The skiing, however, was very good – but more on that in a moment. Yoga on Snow is a new option in St Moritz. I was more than a little cynical as we set out, but after a morning session I have began to see the point, sort of. It’s a mixture of skiing and fairly undemanding exercise. Stretching is certainly a benefit, especially this early in the season. Bend forward and touch the tips of your skis while keeping a straight back, for example.
Sabrina Nussbaum, who created the course for the Suvretta Snowsports School, sees it as more beneficial than the traditional pre-ski warm up. But it was the breathing exercises that I found most intriguing, and particularly their application when we set off downhill again: inhale deeply as you unweight into the turn, exhale as you bend and edge out of it. This definitely relaxed me.
Back to conditions: it’s amazing what can be achieved with snow cannon and a strong shot of sunshine. The man in the rental shop at the Kulm Hotel was hardly upbeat. The pistes were hard, he advised, as he picked me a pair of suitable skis. It hadn’t snowed since November. But these Rossignols would hold on it. I groaned inwardly. Just what I wanted on my first day back on skis after a horrendous accident in January that left me on crutches for three months. I need not have worried. Though a limited number of runs were open – 18 out of 33 on Corviglia and four of 21 on Corvasch – conditions were fine. In two days at the end of last week I rarely felt the frisson of an errant edge on ice – and the sky stayed mostly cloudless.
After yoga I lunched in the restaurant at Piz Nair, at 3056m. The red runs from there were now open but not far down a light band of cloud obscured the sun, leaving the steepish red run featureless in flat light and my confidence took a bit of a knock. But the snow was good all the way to the top of the Corviglia funicular, so I decided to carry on down to Celerina and catch the gondola back from there. Again, considering this was mostly artificial snow, the skiing was surprisingly satisfying.
That was all very well with the resort still gearing up for the festive season. What would happen come the real rush is anybody’s guess. At least, since my visit around 10cm of new snow was reported to have fallen.
December, of course, has has a habit of disappointing and causing powder pigs to bite their nails but there was just about enough snow around at village level to make the place look Christmassy, despite the fact that the lake, where horse racing is scheduled to be held again on three weekends in February, was as yet frozen only to a depth of about 10cm.
Tempting though it was to stay out in the sunshine I packed it in a little earlier than usual, for I was going night-skiing. Next year the Kulm will celebrate 150 years since its founder, Johannes Badrutt laid his famous bet with four Brits, inviting them back in winter and promising to pay their travel costs if if they didn’t agree that sunshine and snow in St Moritz was much more pleasant than cold and gloomy weather in London. They came, stayed all season, were converted – and thus the British love of wintersports was germinated. The hotel is as yet non committal about plans for celebrations – though much fascinating archive material is certain to be on display.
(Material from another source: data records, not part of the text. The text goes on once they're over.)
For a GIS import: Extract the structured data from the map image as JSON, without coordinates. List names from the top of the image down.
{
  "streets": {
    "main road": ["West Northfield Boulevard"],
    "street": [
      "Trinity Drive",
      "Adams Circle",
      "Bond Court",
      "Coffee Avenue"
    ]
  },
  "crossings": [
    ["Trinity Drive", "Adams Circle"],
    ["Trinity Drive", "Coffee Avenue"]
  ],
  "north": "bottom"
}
Meanwhile, for the first time, guests at the Kulm and its sister, the Grand Hotel Kronenhof in nearby Pontresina, are being offered exclusive access to floodlit skiing on Corvatsch on three evenings this season – with food and drink in a restaurant on the way down. It was magnificent. Piste machines had made corduroy of the artificial snow. Starting at 2702m the run is a swooping four kilometres or so top to bottom. In the cable-car back up we purred with pleasure. I interrupted my third run with dinner. By the time I had rounded it off with a Kirsch the lift is closed. But there was still the last kilometre to complete and, replete with food and light headed with drink, it felt as though whole flights of snow angels were bearing us to our rest.